I have created a function to read JSON as a string with its schema. Then using that function in spark streaming. I am getting error while doing so. The same piece works when I create schema first, then use that schema to read, but doesn't work in single line. How can I fix it?

def processBatch(microBatchOutputDF: DataFrame, batchId: Long) {
  
  TOPICS.split(',').foreach(topic =>{
    var TableName = topic.split('.').last.toUpperCase
    var df = microBatchOutputDF
    
    /*var schema = schema_of_json(df
                                .select($"value")
                                .filter($"topic".contains(topic))
                                .as[String]
                               )*/
    
    var jsonDataDf = df.filter($"topic".contains(topic))
                      .withColumn("jsonData", from_json($"value", schema_of_json(lit($"value".as[String])), scala.collection.immutable.Map[String, String]().asJava))

    var srcTable = jsonDataDf
                    .select(col(s"jsonData.payload.after.*"), $"offset", $"timestamp")

    srcTable
      .select(srcTable.columns.map(c => col(c).cast(StringType)) : _*)
      .write
      .mode("append").format("delta").save("/mnt/datalake/raw/kafka/" + TableName)
    
    spark.sql(s"""CREATE TABLE IF NOT EXISTS kafka_raw.$TableName USING delta LOCATION '/mnt/datalake/raw/kafka/$TableName'""")
  } )
}

Spark streaming code

import org.apache.spark.sql.streaming.Trigger

val StreamingQuery = InputDf
                        .select("*")
                        .writeStream.outputMode("update")
                        .option("queryName", "StreamingQuery")
                        .foreachBatch(processBatch _)
                        .start()

Error: org.apache.spark.sql.AnalysisException: Schema should be specified in DDL format as a string literal or output of the schema_of_json/schema_of_csv functions instead of schema_of_json(value)


Solution

  • This is how I solved this.

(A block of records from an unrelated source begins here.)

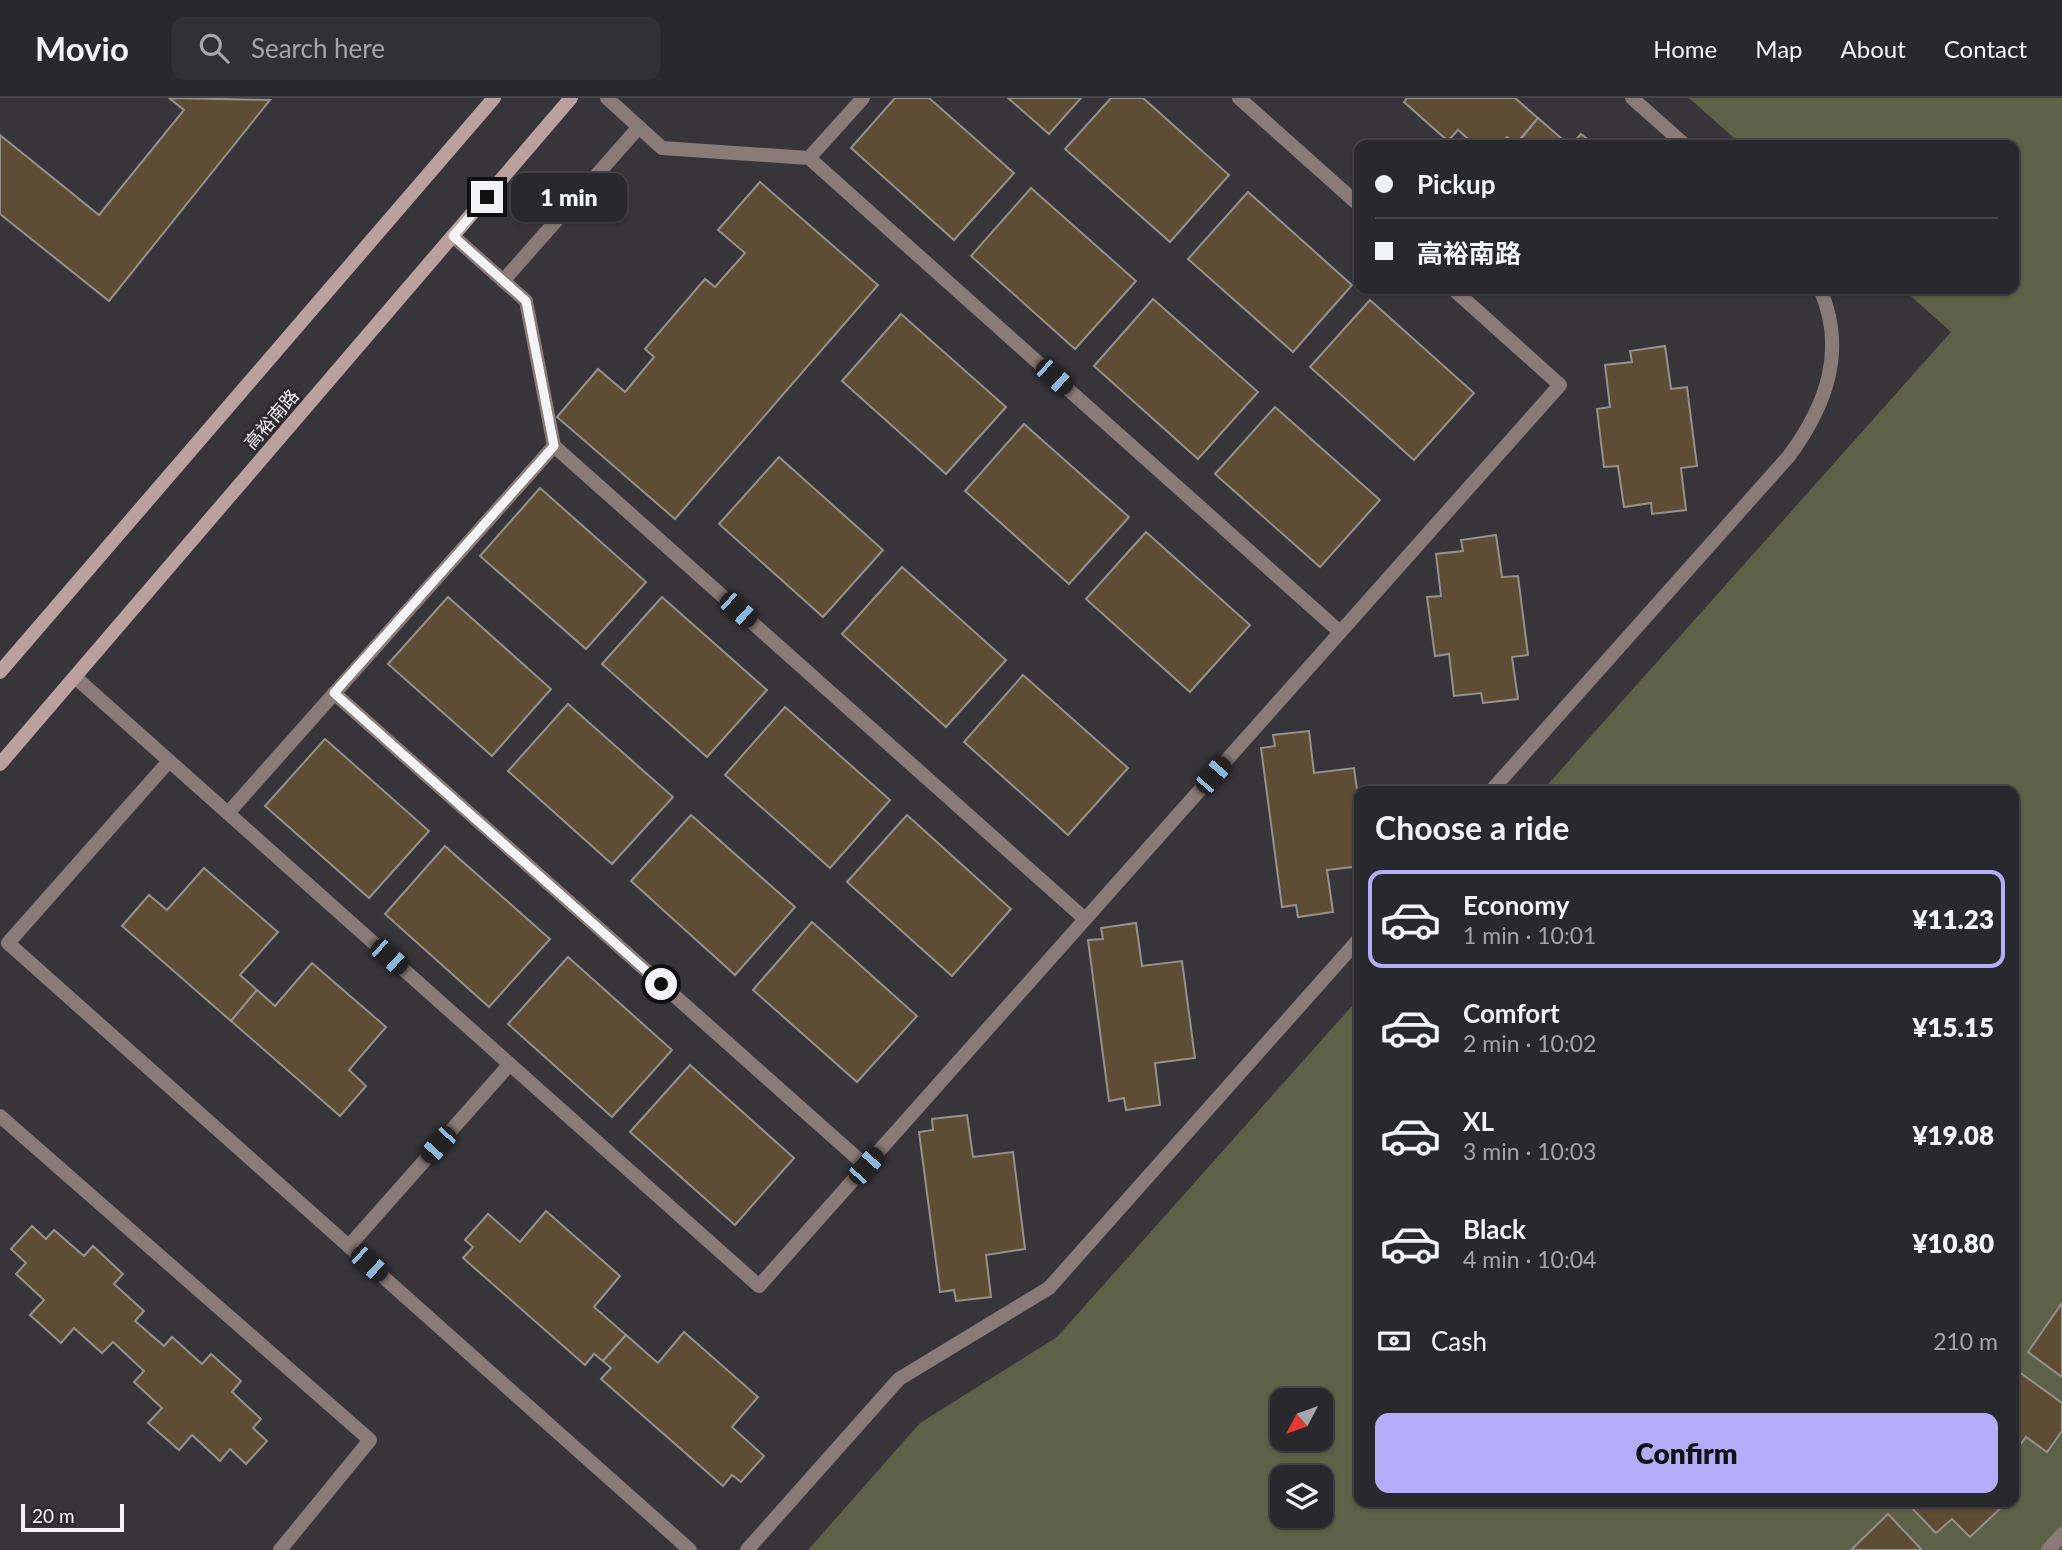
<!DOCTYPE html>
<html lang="en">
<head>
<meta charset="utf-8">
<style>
  body { margin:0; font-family:Lato,"Noto Sans SC",sans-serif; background:#313034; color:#f1f3f6; height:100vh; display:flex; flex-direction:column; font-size:26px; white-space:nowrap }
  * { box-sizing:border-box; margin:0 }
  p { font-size:23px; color:#a5a6a9 }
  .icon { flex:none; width:38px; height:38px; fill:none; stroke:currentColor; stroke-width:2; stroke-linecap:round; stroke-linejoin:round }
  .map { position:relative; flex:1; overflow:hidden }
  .sheet { position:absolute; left:1354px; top:688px; width:665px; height:721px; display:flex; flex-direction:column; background:#29282c; border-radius:14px; box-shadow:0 2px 5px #0004,0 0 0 2px #454448 }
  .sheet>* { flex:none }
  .banner { position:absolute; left:1354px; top:42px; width:665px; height:154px; border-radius:14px; box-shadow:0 2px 5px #0004,0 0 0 2px #454448; display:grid; align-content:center; height:154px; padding:0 21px; background:#29282c }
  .needle { width:46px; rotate:229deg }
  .buttons { position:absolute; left:1270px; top:1290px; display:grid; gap:14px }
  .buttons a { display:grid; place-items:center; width:63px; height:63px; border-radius:14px; background:#29282c; box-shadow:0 2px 5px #0004,0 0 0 2px #454448; font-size:35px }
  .scale { position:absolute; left:21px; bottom:18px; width:103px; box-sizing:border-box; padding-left:7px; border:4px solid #f4f3f6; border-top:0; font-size:19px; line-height:24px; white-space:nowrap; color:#f4f3f6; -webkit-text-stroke:5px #2d2b30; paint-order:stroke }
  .end { position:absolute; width:32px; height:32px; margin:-16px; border:9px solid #f4f3f6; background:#111; box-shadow:0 0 0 4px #111 }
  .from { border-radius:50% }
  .bubble { position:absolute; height:49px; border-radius:14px; background:#29282c; box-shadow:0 2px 5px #0004,0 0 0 2px #454448; font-size:23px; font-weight:800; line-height:49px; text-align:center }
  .car { position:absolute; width:21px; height:42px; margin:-21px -10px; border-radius:9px; box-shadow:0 0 5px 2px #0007; background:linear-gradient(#222 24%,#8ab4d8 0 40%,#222 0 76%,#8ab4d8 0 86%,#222 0) }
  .banner b { display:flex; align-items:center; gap:24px; height:66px; font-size:26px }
  .banner b+b { border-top:2px solid #454448 }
  .banner i { width:18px; height:18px; background:#f1f3f6 }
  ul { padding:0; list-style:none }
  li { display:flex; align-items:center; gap:21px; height:98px; margin:0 14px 10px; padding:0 7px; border:4px solid transparent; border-radius:14px }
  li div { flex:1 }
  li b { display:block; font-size:26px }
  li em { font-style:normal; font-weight:800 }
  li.on { border-color:#b4acf9 }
  li>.icon { width:63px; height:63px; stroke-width:1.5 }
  h2 { padding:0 21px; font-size:32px; line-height:84px }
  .pay { display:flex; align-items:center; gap:18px; height:77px; padding:0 21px; font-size:26px }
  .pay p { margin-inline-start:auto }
  .primary-button { display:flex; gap:14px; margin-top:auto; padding:14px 21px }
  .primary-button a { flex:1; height:80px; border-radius:14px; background:#b4acf9; color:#111; font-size:28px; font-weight:800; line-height:80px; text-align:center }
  header { display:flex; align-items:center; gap:42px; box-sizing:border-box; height:98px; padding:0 35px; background:#29282c; border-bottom:2px solid #454448 }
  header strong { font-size:33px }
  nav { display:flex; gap:38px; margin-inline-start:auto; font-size:24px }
  .search { width:490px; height:63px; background:#313034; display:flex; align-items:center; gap:18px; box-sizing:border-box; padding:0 24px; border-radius:14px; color:#a5a6a9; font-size:26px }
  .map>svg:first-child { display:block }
  .green { fill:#5d6148; fill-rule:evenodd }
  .building { fill:#5e4c34; stroke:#95928d; stroke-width:2 }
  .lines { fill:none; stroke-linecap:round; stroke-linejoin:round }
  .lane { stroke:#8b7b78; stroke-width:14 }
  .street { stroke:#8b7b78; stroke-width:14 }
  .secondary { stroke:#baa19d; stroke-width:14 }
  .route { stroke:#f4f3f6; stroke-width:9 }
  .labels { text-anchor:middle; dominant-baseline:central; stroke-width:6; stroke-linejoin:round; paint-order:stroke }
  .street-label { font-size:18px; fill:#f4f3f6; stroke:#2d2b30 }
</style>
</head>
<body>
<header>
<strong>Movio</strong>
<div class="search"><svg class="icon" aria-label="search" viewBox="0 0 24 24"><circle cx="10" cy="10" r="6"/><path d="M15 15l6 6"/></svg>Search here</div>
<nav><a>Home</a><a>Map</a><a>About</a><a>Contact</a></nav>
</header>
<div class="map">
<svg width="2062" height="1452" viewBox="0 0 2062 1452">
  <rect width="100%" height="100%" fill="#37353a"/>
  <path class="green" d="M 1689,0 L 2062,0 L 2062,1452 L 808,1452 L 920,1325 L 1057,1239 L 1360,899 L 1360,1404 L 2014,1404 L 2014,693 L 1542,693 L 1951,234 L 1903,191 L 2014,191 L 2014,47 L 1742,47 ZM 1283,1302 L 1321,1302 L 1321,1340 L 1283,1340 ZM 1283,1379 L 1321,1379 L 1321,1418 L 1283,1418 Z"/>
  <g class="building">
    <polygon points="169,0 270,2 109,203 0,116 0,37 99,117 184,12"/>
    <polygon points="895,0 929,0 1014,75 954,142 851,50"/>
    <polygon points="1008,0 1081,0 1049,36"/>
    <polygon points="1111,0 1143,0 1229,77 1170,144 1065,51"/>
    <polygon points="1407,0 1515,0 1538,20 1515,47 1507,39 1500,47 1475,47 1458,32 1448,43 1404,4"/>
    <polygon points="1538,20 1569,47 1516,47"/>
    <polygon points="1581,36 1595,47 1571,47"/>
    <polygon points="760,84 878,187 675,421 557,319 598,271 625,294 654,259 645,251 705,181 715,189 745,155 718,132"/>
    <polygon points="1031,90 1136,183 1075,251 971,158"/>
    <polygon points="1248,94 1352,187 1293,254 1188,161"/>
    <polygon points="1153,201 1258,294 1198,361 1094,268"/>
    <polygon points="1370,202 1474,295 1414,362 1310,269"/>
    <polygon points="901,216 1006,309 946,376 842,283"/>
    <polygon points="1665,248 1671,291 1687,289 1697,368 1681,370 1686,412 1652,416 1651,405 1624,409 1618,368 1604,369 1597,311 1610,309 1605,267 1632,264 1630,253"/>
    <polygon points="1275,309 1380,402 1320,469 1215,376"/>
    <polygon points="1024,326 1129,419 1069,486 965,393"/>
    <polygon points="779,359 883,452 823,519 719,426"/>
    <polygon points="540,390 646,484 586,551 480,458"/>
    <polygon points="1146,434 1250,527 1190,594 1086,501"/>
    <polygon points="1496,437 1502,479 1518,478 1528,557 1512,559 1518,601 1483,605 1481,595 1454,598 1449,556 1435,558 1427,499 1441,498 1436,456 1463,453 1461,442"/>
    <polygon points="902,469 1006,562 946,629 842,536"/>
    <polygon points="448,499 551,591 492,658 388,566"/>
    <polygon points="662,499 767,592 707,659 602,566"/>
    <polygon points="1023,577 1128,670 1068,737 964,644"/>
    <polygon points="568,606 673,699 612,766 508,673"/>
    <polygon points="785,609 890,702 830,770 725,677"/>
    <polygon points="1309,633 1314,675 1354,670 1360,713 1360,768 1327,772 1333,814 1298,819 1296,807 1282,809 1261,650 1275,648 1273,637"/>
    <polygon points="325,641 429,733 369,800 265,708"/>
    <polygon points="691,717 795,809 735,877 631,783"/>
    <polygon points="907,717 1011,811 952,878 847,784"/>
    <polygon points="445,748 550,841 489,909 385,816"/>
    <polygon points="204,770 278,834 240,877 257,892 231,923 122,828 149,797 167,812"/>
    <polygon points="812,824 917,918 857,984 753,892"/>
    <polygon points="1136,825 1142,868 1182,863 1195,960 1155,965 1160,1007 1126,1012 1124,1000 1109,1003 1088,842 1103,841 1101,830"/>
    <polygon points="568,859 672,952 612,1019 508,926"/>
    <polygon points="312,865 386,929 349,972 366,988 340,1018 231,923 257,892 275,908"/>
    <polygon points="690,967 794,1060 735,1127 630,1034"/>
    <polygon points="967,1017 973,1059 1013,1054 1025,1151 986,1157 991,1199 956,1203 954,1192 940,1194 919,1034 933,1032 932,1021"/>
    <polygon points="546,1113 620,1178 594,1209 626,1237 603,1263 594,1256 585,1267 463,1160 473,1149 465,1142 488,1116 520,1144"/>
    <polygon points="32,1128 46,1141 54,1132 84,1158 93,1148 123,1176 114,1186 144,1213 135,1223 164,1248 172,1239 202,1266 211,1256 241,1283 232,1294 261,1321 253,1330 267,1343 246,1366 230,1351 220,1363 192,1337 179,1352 148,1325 162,1310 134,1284 144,1273 113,1244 102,1255 74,1230 61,1245 30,1217 44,1202 16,1176 26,1165 11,1151"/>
    <polygon points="2062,1205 2062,1279 2028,1254"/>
    <polygon points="684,1234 758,1299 732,1329 764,1358 741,1384 732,1377 723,1388 601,1281 611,1270 603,1263 626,1237 658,1265"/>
    <polygon points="2015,1271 2062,1305 2062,1333 2047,1354 2026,1339 2014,1355"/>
    <polygon points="1906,1404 2002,1404 2005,1406 1970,1439 1952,1421 1936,1435"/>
    <polygon points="1888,1416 1922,1452 1851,1452"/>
  </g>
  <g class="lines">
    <g class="lane">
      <polyline points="607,0 662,50 809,60 1340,534"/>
      <polyline points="1239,0 1360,108"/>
      <polyline points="1632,0 1685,47"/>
      <polyline points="809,60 863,0"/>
      <polyline points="453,138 526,203 554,348 1085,821"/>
      <polyline points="503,183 639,29"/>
      <polyline points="75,579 759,1188 1560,287 1453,191"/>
      <polyline points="334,595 866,1068"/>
      <polyline points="169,663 8,845 690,1452"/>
      <path d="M 1491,693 L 1789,358 C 1826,308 1847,252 1820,191"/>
      <polyline points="228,715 554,348"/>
      <polyline points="0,1018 370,1342 280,1452"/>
      <polyline points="349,1148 510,966"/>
      <polyline points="747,1452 899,1281 1049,1190 1360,840"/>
    </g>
    <polyline class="street" points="2048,1452 2062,1436"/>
    <g class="secondary">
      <polyline points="0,574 494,0"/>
      <polyline points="0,666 571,0"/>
    </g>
  </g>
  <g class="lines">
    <polyline class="route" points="487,99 453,138 526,203 554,348 334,595 661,886"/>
  </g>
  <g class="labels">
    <g class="street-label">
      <text transform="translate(271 321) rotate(-49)">高裕南路</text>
    </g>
  </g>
</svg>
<div class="buttons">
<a><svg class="needle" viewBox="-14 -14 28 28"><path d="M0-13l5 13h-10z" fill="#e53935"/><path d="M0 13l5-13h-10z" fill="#a5a6a9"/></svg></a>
<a><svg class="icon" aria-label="layers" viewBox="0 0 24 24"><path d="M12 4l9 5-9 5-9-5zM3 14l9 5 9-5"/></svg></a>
</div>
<div class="scale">20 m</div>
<i class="end from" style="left:661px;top:886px"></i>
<i class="end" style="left:487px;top:99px"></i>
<div class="bubble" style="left:511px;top:75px;width:116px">1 min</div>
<i class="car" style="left:1054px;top:279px;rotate:132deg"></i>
<i class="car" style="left:738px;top:512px;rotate:132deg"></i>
<i class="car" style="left:1213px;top:677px;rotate:41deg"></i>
<i class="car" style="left:389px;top:859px;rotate:132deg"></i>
<i class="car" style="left:438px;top:1047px;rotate:222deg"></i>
<i class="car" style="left:866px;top:1068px;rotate:42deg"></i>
<i class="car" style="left:369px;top:1166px;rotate:132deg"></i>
<div class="banner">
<b><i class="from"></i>Pickup</b>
<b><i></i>高裕南路</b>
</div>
<section class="sheet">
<h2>Choose a ride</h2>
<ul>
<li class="on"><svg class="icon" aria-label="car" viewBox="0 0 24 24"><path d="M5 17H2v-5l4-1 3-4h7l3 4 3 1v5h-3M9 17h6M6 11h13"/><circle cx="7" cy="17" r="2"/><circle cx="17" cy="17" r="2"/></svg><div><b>Economy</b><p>1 min · 10:01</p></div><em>¥11.23</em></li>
<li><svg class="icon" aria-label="car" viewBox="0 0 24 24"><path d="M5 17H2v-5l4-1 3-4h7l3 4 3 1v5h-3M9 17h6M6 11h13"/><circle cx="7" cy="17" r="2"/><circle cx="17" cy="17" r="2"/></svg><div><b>Comfort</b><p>2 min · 10:02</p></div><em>¥15.15</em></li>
<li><svg class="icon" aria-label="car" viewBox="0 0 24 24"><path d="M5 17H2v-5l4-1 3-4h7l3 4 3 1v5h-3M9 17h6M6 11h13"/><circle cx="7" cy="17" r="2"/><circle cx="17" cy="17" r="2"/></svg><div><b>XL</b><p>3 min · 10:03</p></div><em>¥19.08</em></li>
<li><svg class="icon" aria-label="car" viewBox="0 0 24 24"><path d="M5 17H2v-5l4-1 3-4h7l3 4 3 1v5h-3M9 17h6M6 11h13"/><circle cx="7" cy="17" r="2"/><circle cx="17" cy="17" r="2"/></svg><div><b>Black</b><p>4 min · 10:04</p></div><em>¥10.80</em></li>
</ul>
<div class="pay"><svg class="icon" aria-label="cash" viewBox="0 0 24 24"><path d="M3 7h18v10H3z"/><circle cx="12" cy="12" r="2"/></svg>Cash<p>210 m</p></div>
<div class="primary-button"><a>Confirm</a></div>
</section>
</div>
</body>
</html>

I created a filtered dataframe from the kafka output dataframe, and applied all the logics in it, as it was before. The problem with generating schema while reading is, from_json doesn't know which exact row to use from all the rows of the dataframe.

    def processBatch(microBatchOutputDF: DataFrame, batchId: Long) {
      
      TOPICS.split(',').foreach(topic =>{
        var TableName = topic.split('.').last.toUpperCase
        var df = microBatchOutputDF.where(col("topic") === topic)
        
        var schema = schema_of_json(df
                                    .select($"value")
                                    .filter($"topic".contains(topic))
                                    .as[String]
                                   )
        
        var jsonDataDf = df.withColumn("jsonData", from_json($"value", schema, scala.collection.immutable.Map[String, String]().asJava))
    
        var srcTable = jsonDataDf
                        .select(col(s"jsonData.payload.after.*"), $"offset", $"timestamp")
    
        srcTable
          .select(srcTable.columns.map(c => col(c).cast(StringType)) : _*)
          .write
          .mode("append").format("delta").save("/mnt/datalake/raw/kafka/" + TableName)
        
        spark.sql(s"""CREATE TABLE IF NOT EXISTS kafka_raw.$TableName USING delta LOCATION '/mnt/datalake/raw/kafka/$TableName'""")
      } )
    }